O senador e candidato ao Governo do Amazonas Omar Aziz (PSD) criticou, nesta quinta-feira, 17, operações da Polícia Federal (PF) que destruíram balsas utilizadas no garimpo ilegal no interior do estado. A declaração ocorreu durante entrevista ao G6, grupo formado pelos portais Amazonas Atual, BNC Amazonas, Portal Único, Portal do Marcos Santos, Portal Mário Adolfo e Blog do Hiel Levy, no contexto da campanha eleitoral de 2026.
Aliado do presidente Luiz Inácio Lula da Silva (PT), com apoio formal da Federação Brasil da Esperança, formada por PT, PCdoB e PV, Aziz defendeu na entrevista a criação de cooperativas para regulamentar a exploração de ouro no Amazonas e afirmou que o Instituto de Proteção Ambiental do Amazonas (Ipaam) deveria participar da autorização dessas organizações. O senador classificou como “hipocrisia” impedir a exploração do minério e defendeu uma atividade com limites ambientais.

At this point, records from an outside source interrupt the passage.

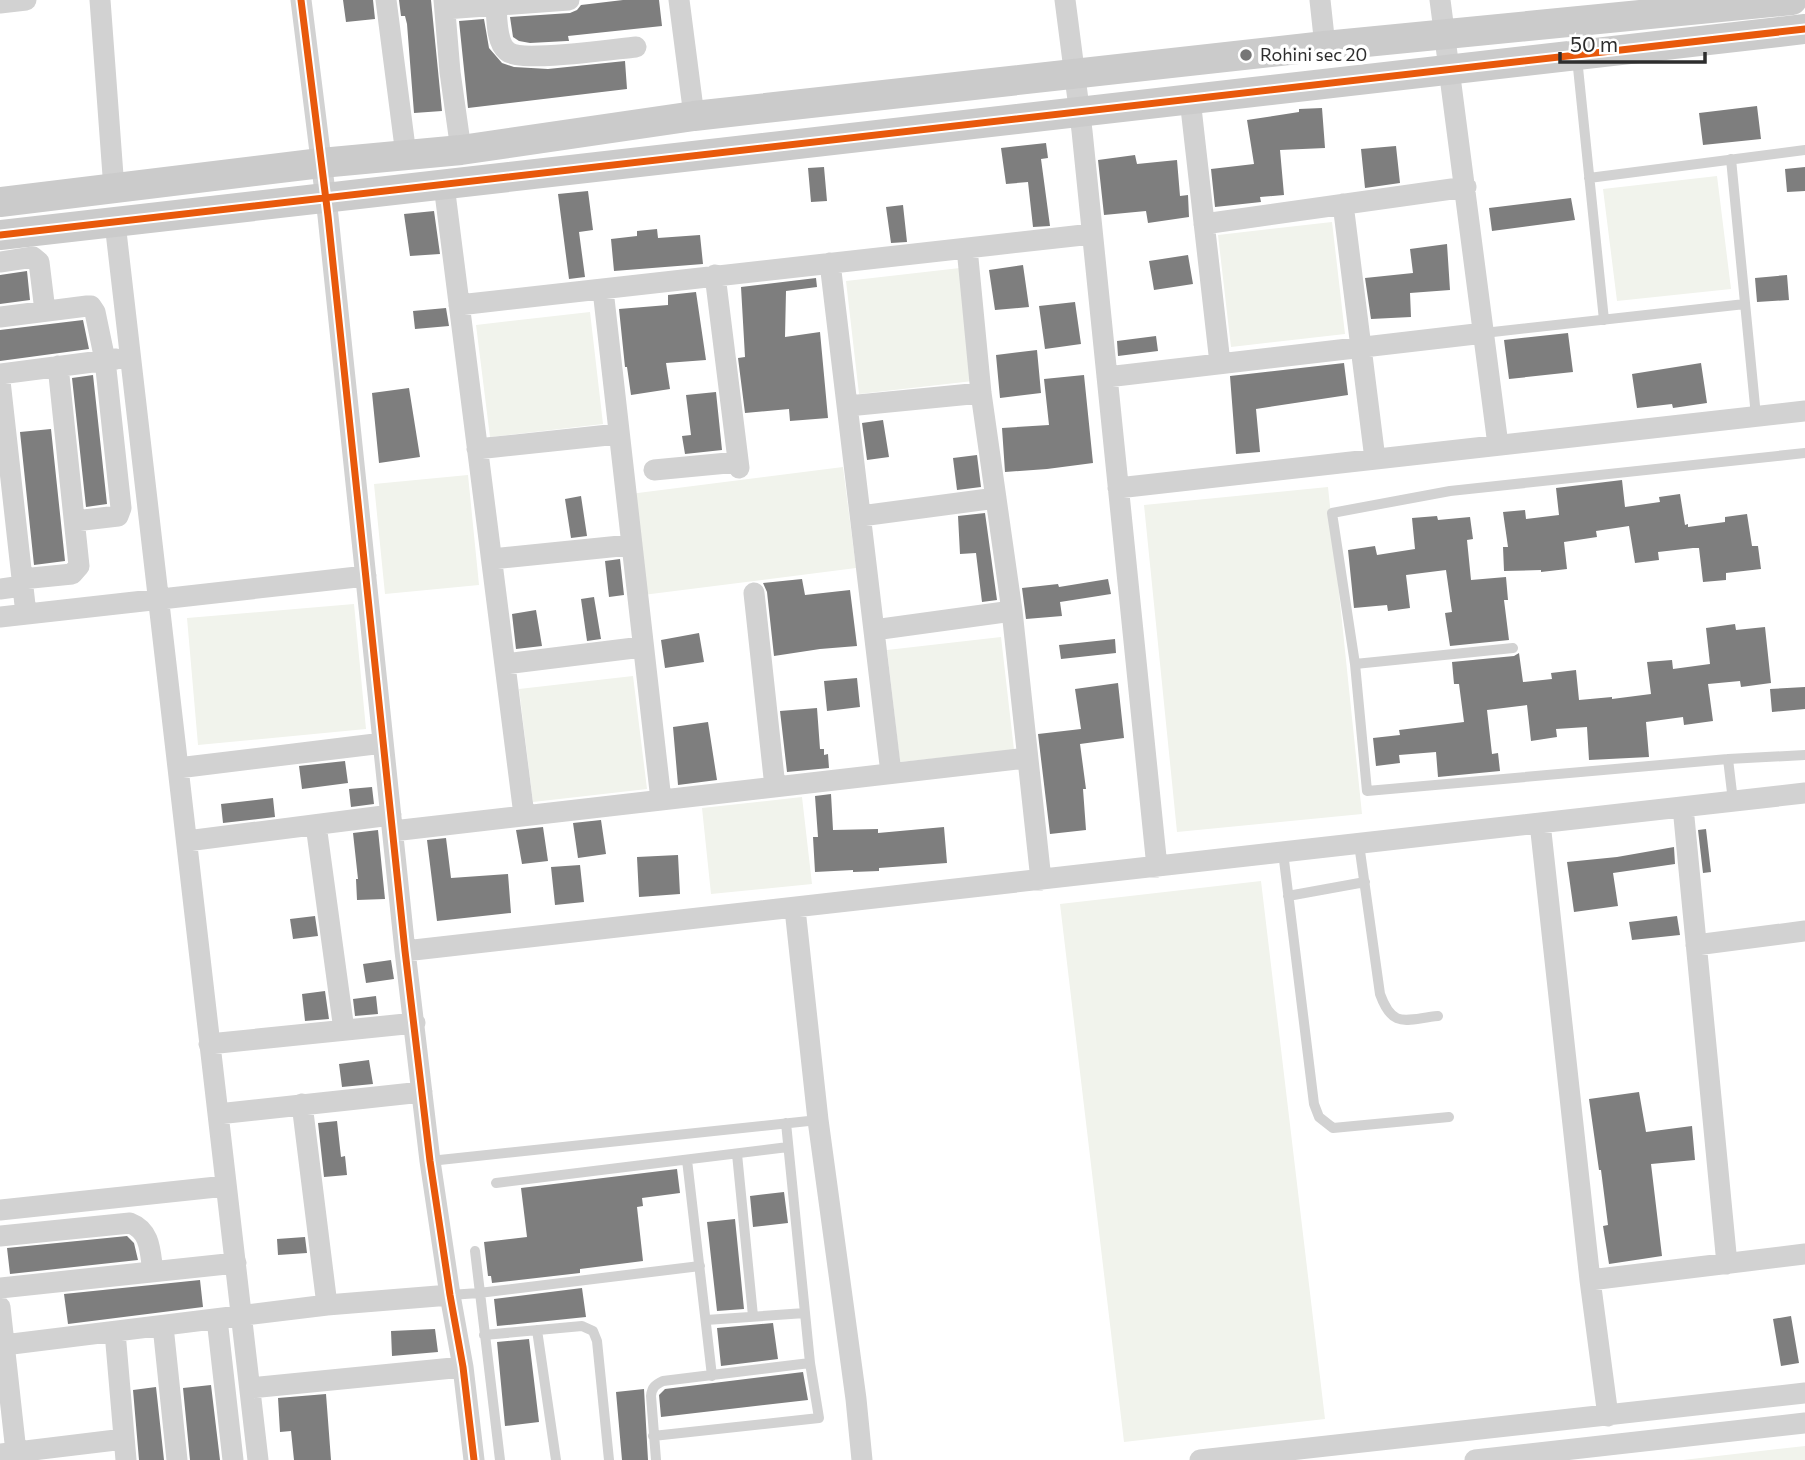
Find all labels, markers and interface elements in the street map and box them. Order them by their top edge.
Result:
scale bar [1560,21,1705,65]
text: 50 m [1570,31,1618,56]
place label: Rohini sec 20 [1260,43,1367,65]
marker: Rohini sec 20 [1238,47,1254,63]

Crítica à destruição das balsas
“A Polícia Federal faz uma batida lá, queimou 500 balsas. Até hoje eu estou esperando a PF me apresentar o nome do narcotraficante. O Ministério Público me apresentar o nome do traficante”, declarou. Segundo o senador, parte das pessoas envolvidas na atividade seria formada por trabalhadores pobres que buscariam o garimpo como forma de subsistência.

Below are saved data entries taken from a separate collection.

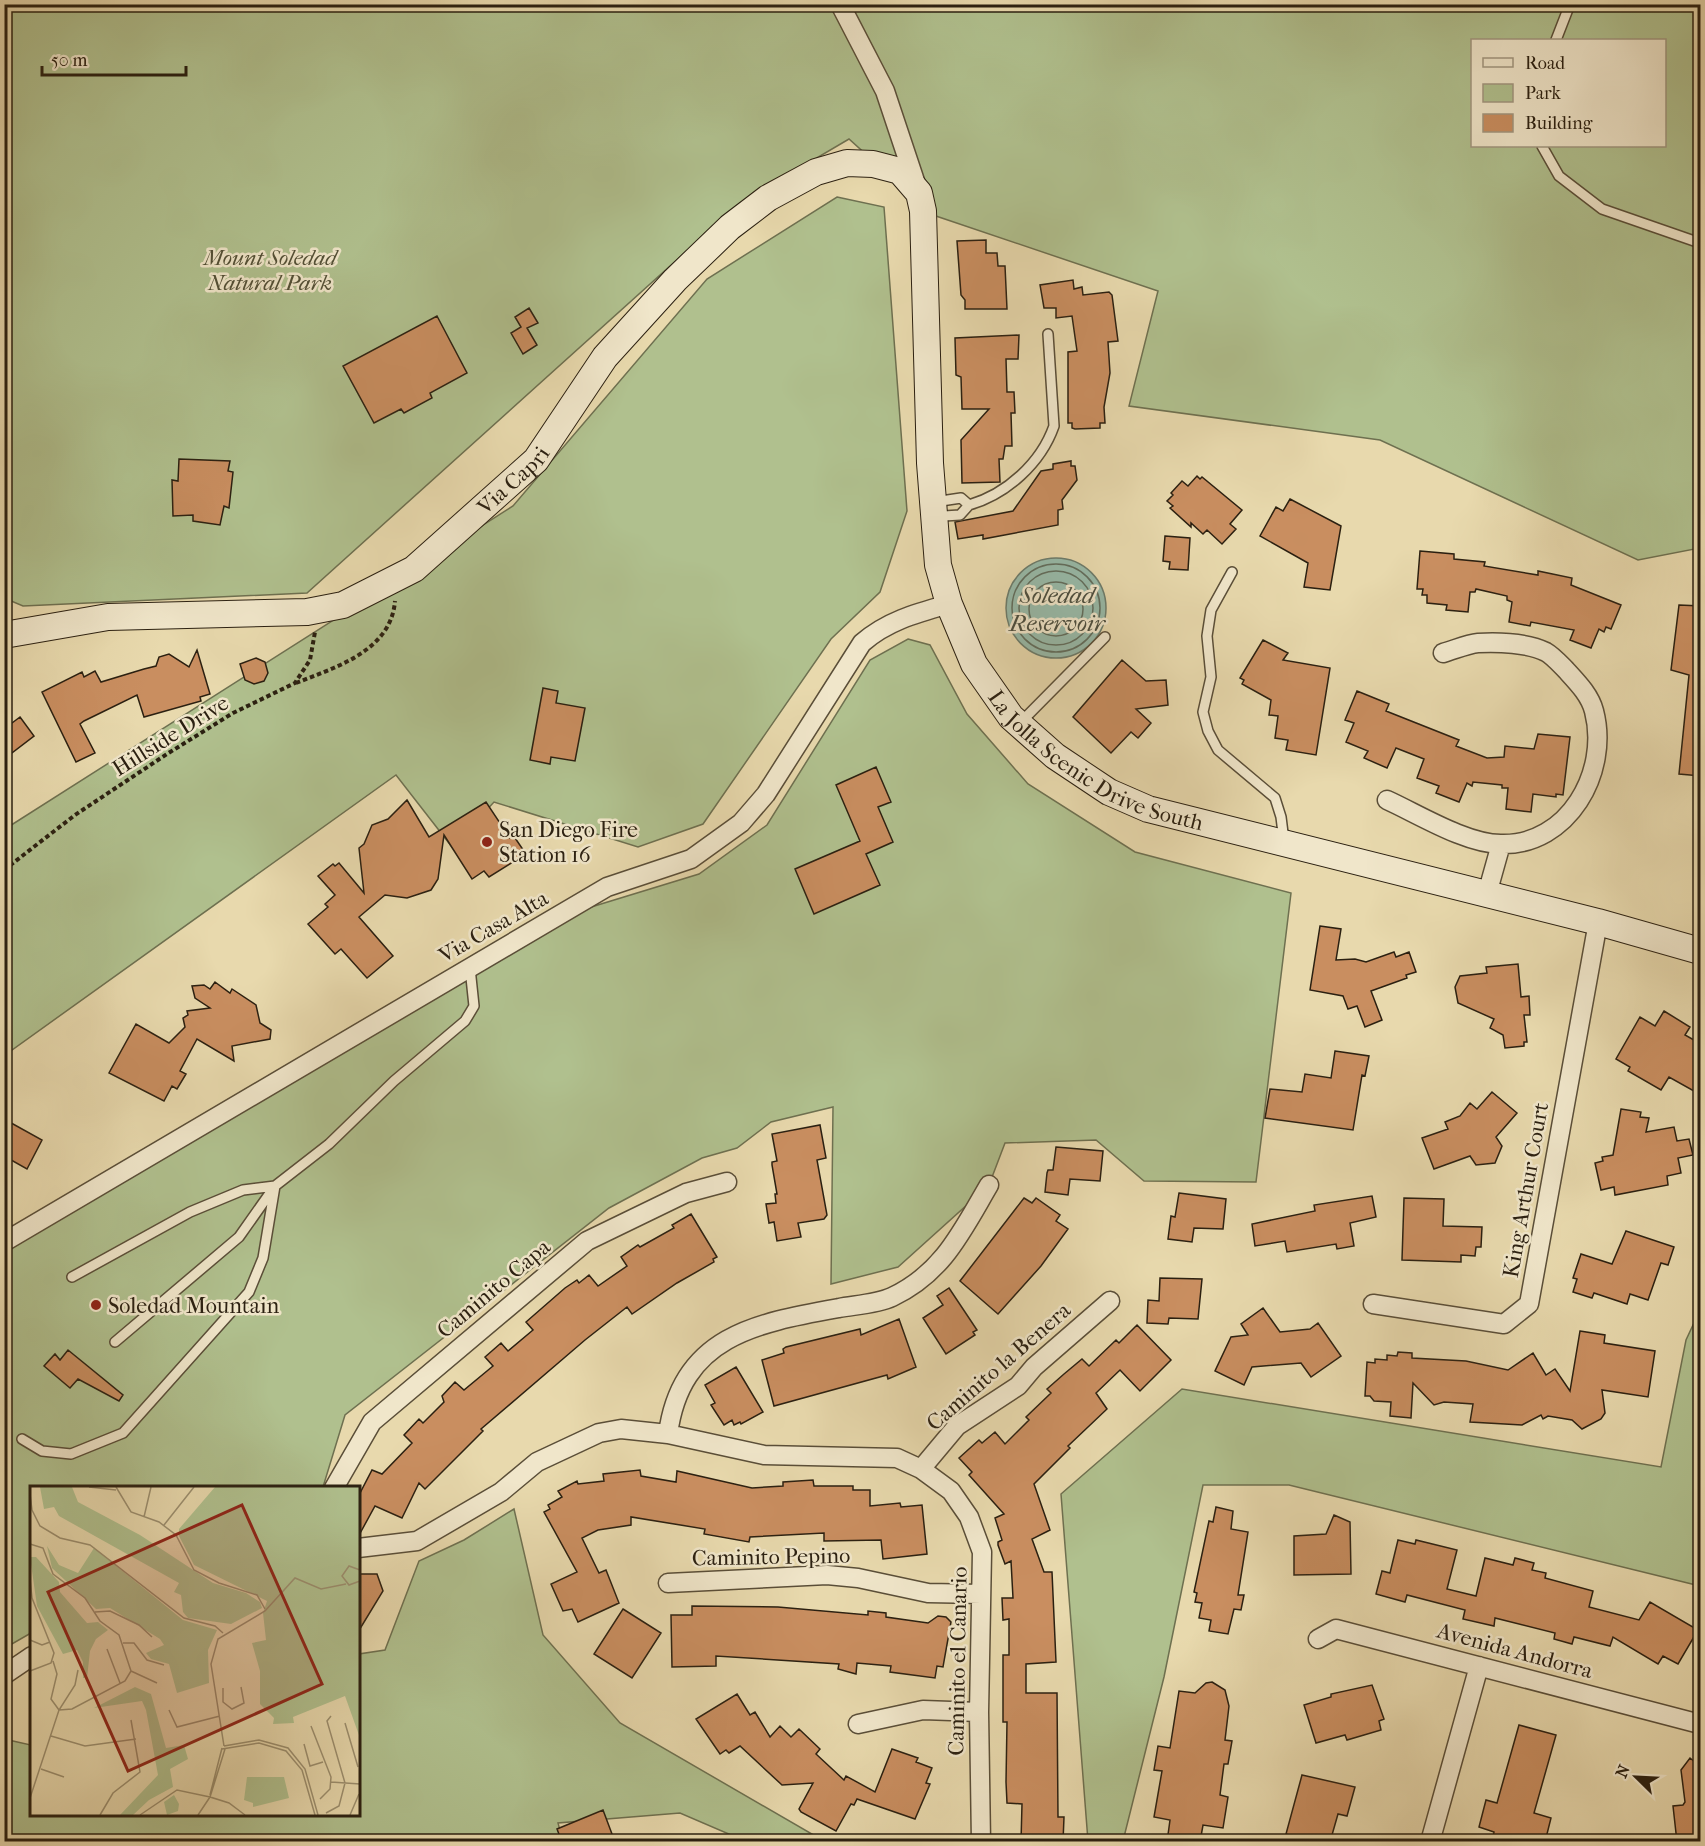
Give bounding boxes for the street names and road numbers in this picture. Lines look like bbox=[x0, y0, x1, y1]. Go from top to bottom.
street label: Via Capri bbox=[472, 442, 556, 521]
street label: La Jolla Scenic Drive South bbox=[982, 685, 1207, 837]
street label: Hillside Drive bbox=[108, 690, 233, 782]
street label: Via Casa Alta bbox=[433, 885, 553, 969]
street label: King Arthur Court bbox=[1498, 1100, 1554, 1280]
street label: Caminito Capa bbox=[432, 1233, 556, 1344]
street label: Caminito la Benera bbox=[921, 1297, 1076, 1436]
street label: Caminito Pepino bbox=[692, 1543, 850, 1571]
street label: Caminito el Canario bbox=[943, 1566, 973, 1756]
street label: Avenida Andorra bbox=[1433, 1617, 1596, 1684]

As operações federais citadas ocorrem no âmbito da atuação de órgãos do próprio governo federal contra o garimpo ilegal. Em 2024, por exemplo, a Operação Prensa, coordenada por Funai, PF e Ibama, destruiu 459 balsas na calha do Rio Madeira, no Amazonas, em sete dias; em março de 2025, a Operação Xapiri destruiu outras 31 balsas na região do mesmo rio.
No Amazonas, a atuação federal continuou em 2026. Entre 9 e 13 de julho, a PF e o ICMBio realizaram a Operação Pirá’ákãg na Estação Ecológica Juami-Japurá, unidade de conservação federal, e apreenderam ou inutilizaram 11 dragas, além de outras embarcações, motores, geradores e aproximadamente 48 mil litros de combustível. A ação resultou ainda em três autos de infração ambiental, com R$ 1.622.800 em multas.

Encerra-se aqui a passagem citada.